Here's a post that will have my anti-bureaucracy and landlord friends
chuckling with "I told you so..."

So we're selling our house (anyone want to live in prestigious East
Kingfield?). Part of the selling process is getting a Truth-In-Housing
inspection.

Our abode - lovingly upgraded from the rental property it was when we bought
it - passed with flying colors...except for the dreaded "back-flow
preventer."

These small pieces of shrapnel apparently keep water from flowing into the
city's water system if somehow there is negative pressure. We need three of
them. Two are $5 parts that screw on our exterior hose faucet and the one in
our laundry tub.

The third is a bit more problematic...it goes on the water supply to our
boiler. That means cutting copper pipe, installing the thing, adding a
second shut-off valve...in other words, a plumber and a permit.

Since our plumbing was upgraded three years ago, I asked the inspector what
the deal was. "New requirement as of June 1," he explained. "It's a silly
thing...you'd probably only need one if a car hit the fire hydrant outside
AND your boiler water supply was turned on...then the negative pressure
might suck the water out of your radiators into the city system."

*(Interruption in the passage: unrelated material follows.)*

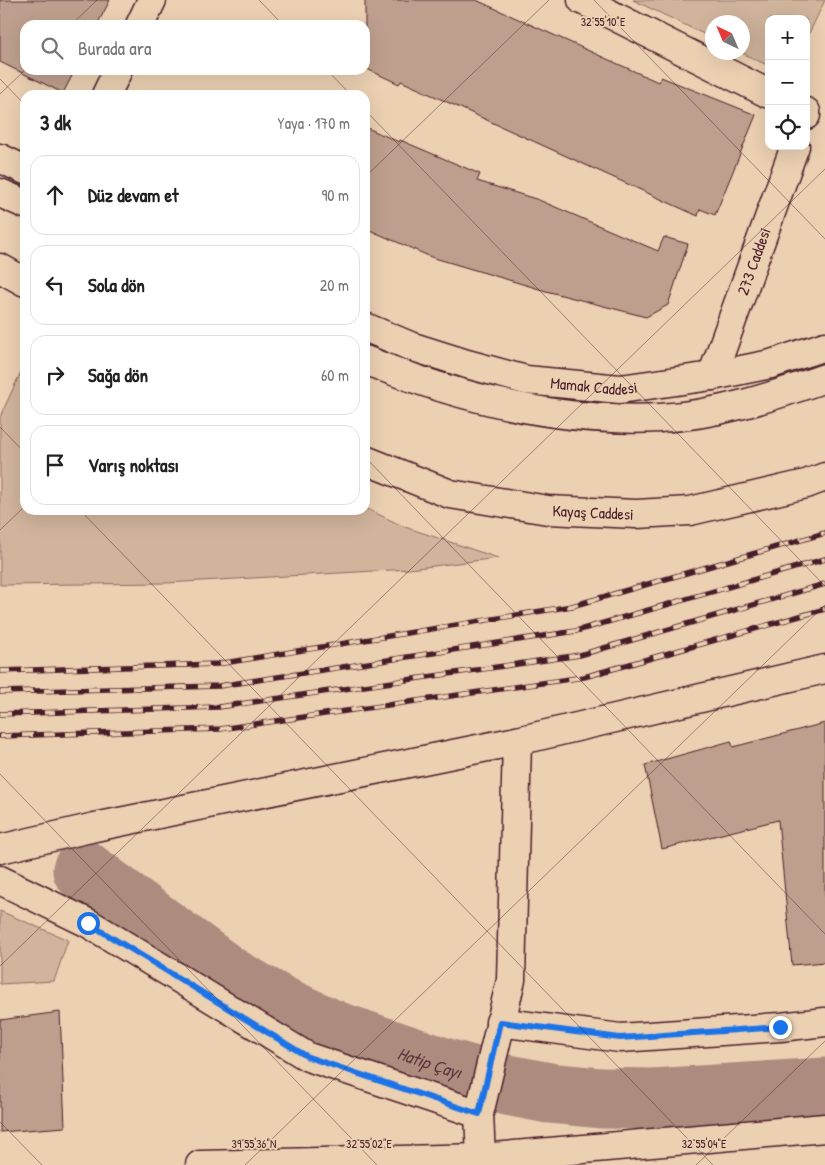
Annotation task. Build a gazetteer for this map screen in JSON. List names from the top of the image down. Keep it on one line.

Anyone with a boiler knows how infrequently they add water to their system.
Our water supply has probably been on for a grand total of five minutes in
the 8 years we've owned the house. The odds of negative pressure occurring
WHILE the water supply is on roughly match the chances of winning the
Powerball.

So, my question: why was this requirement added? What was the justification?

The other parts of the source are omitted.